描述（由申请人提供）：髓磷脂是一种多层膜，可在脊椎动物神经系统中包含轴突。在周围神经系统中，称为Schwann细胞的专门神经胶质包裹在轴突段周围形成髓鞘鞘。髓磷脂对于神经元的营养支持至关重要，并提供了有效进行神经冲动的绝缘材料。外周髓磷脂鞘的破坏会导致造成毁灭性的神经病，例如charcot-marie-tooth（CMT）疾病。目前尚无治疗方法可以防止脱髓性或刺激再髓鞘形成，并且对这些疗法的发展受到了对驱动schwann细胞形成髓鞘鞘的遗传和分子因子的不完全理解。 Schwann细胞髓鞘形成需要GPR126，这是一种孤立的粘附家族G蛋白偶联受体（AGPCR）。脊椎动物模型中GPR126功能的丧失导致在寄生虫状态下的雪旺细胞发育，并减少或不存在外周髓髓磷脂。尽管GPR126对于周围髓鞘化至关重要，但对其功能的机制知之甚少。这项研究将利用斑马鱼模型系统来定义GPR126在髓鞘中的作用。在第一个目标中，我将使用结构功能分析o定义调节外围髓鞘中关键步骤的GPR126的分子结构域。

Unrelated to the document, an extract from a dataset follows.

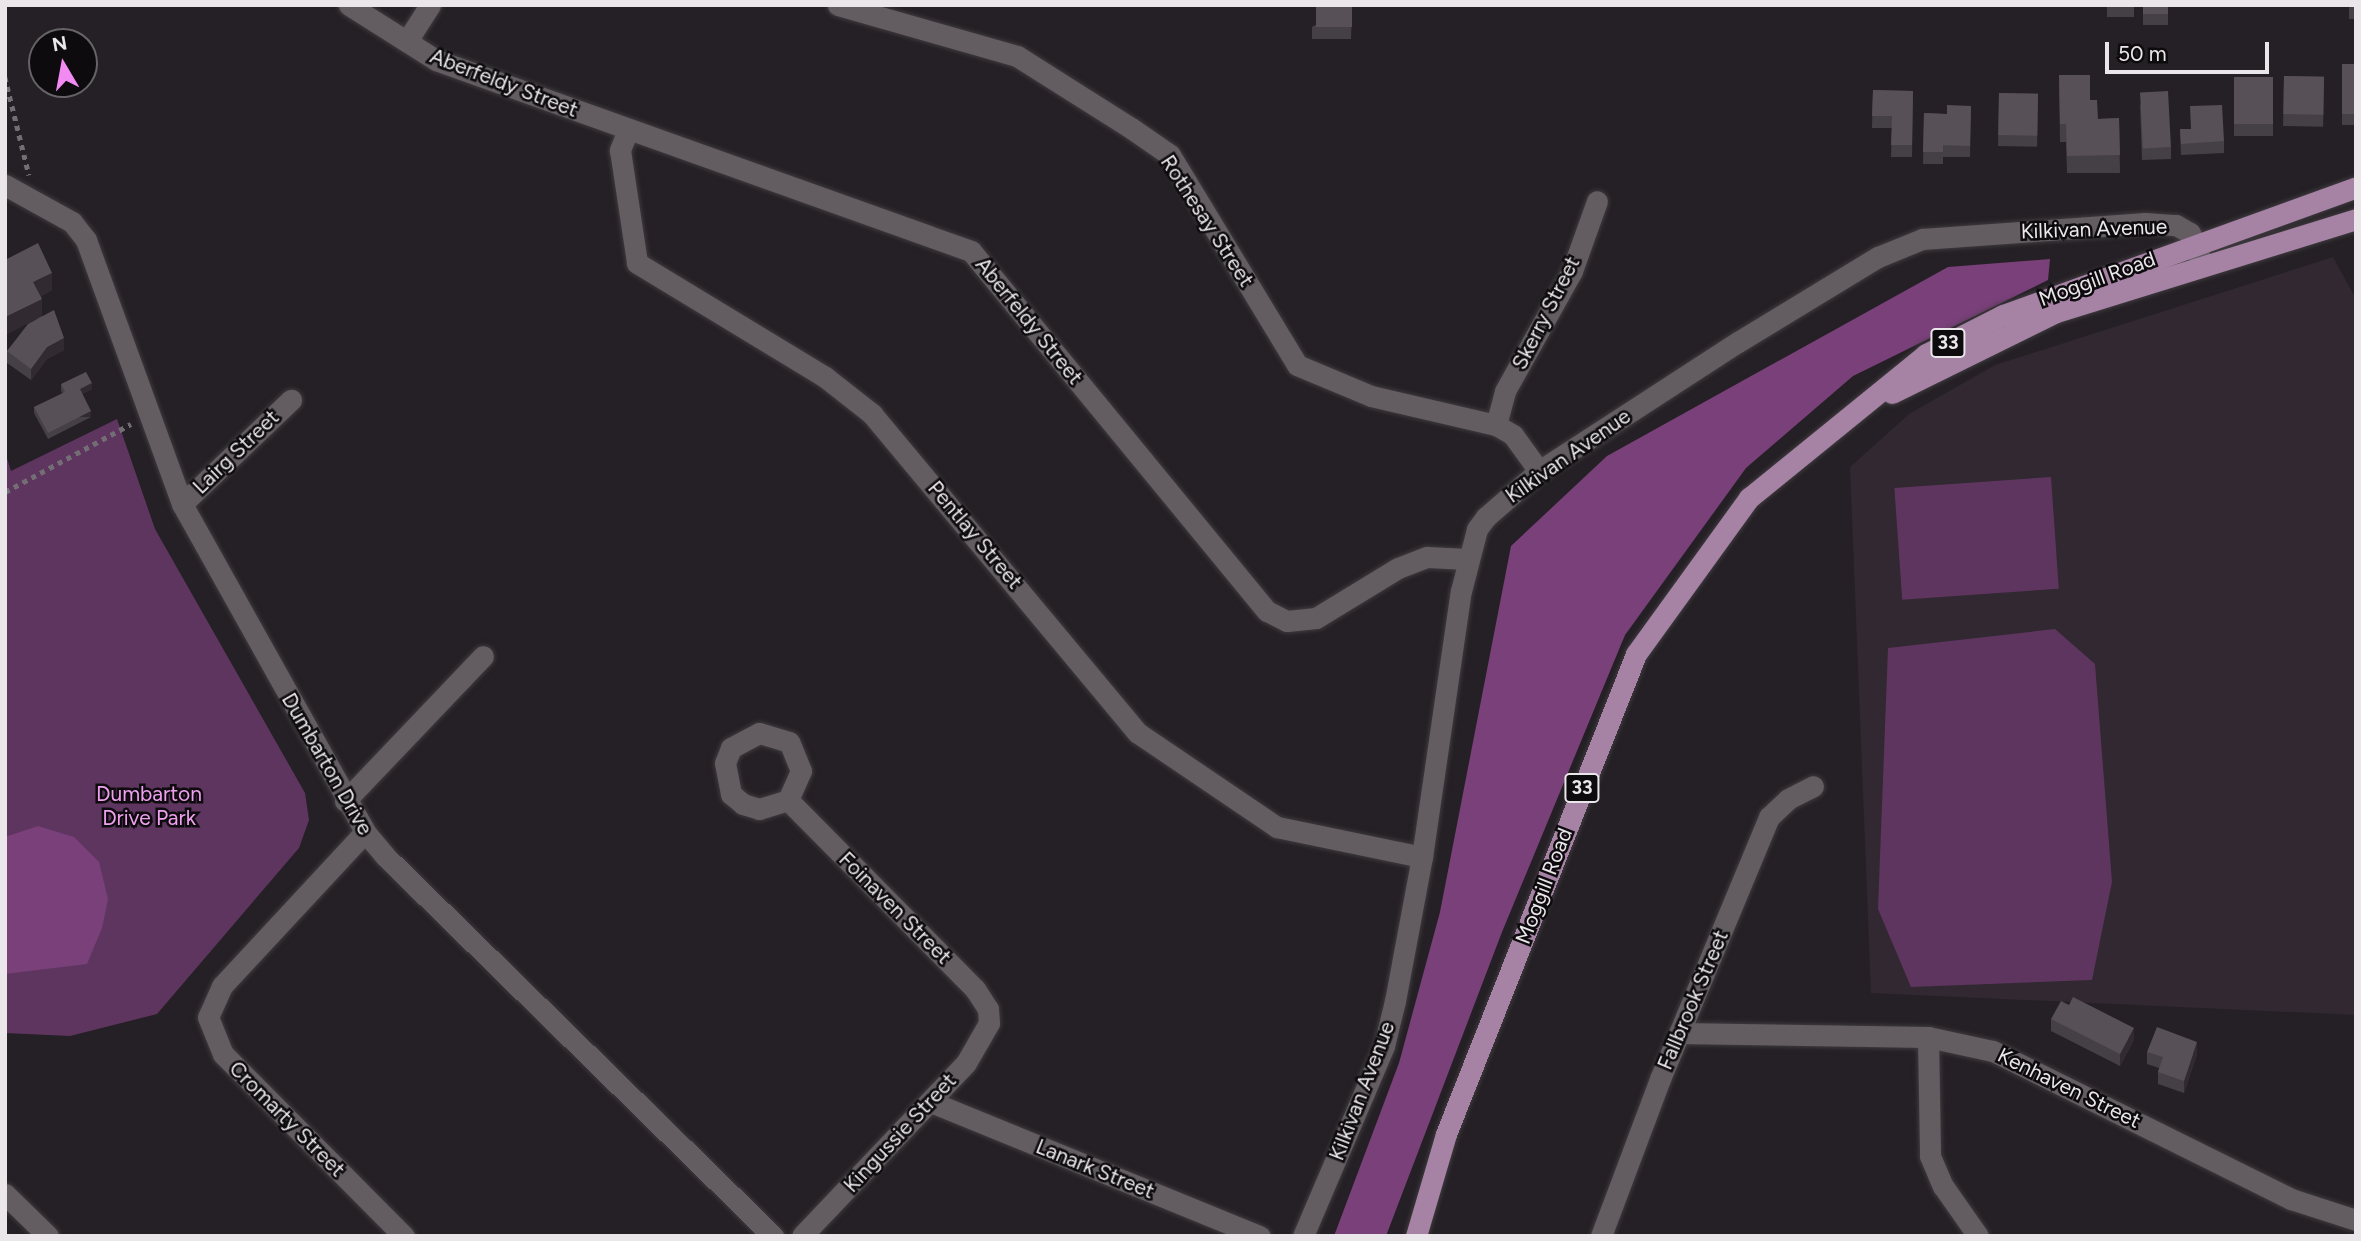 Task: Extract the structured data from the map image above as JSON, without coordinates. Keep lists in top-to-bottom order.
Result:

我预测，GPR126的大N末端结构域在对单个大型轴突周围的每个Schwann细胞进行分类方面具有明显的功能。相比之下，我假设GPR126的跨膜C端足以指导Schwann细胞在排序后包裹轴突。我 将产生特定的斑马鱼突变体并进行体内分析以检验这些假设。在我的第二个目标中，我将对突变进行创新的前向遗传筛选，以增强或抑制GPR126肌明和肌肌髓磷脂缺陷。该增强子/抑制器屏幕将识别GPR126髓鞘化程序的调节因子以及与GPR126并行作用的新因素。通过定义促进髓鞘化的分子和遗传因素，这些研究将为鉴定CMT等遗传神经病的病因突变提供基础。这项工作还将加深我们对Schwann细胞生物学的理解，并为开发治疗脱髓鞘和促进外周神经的髓鞘形成奠定基础。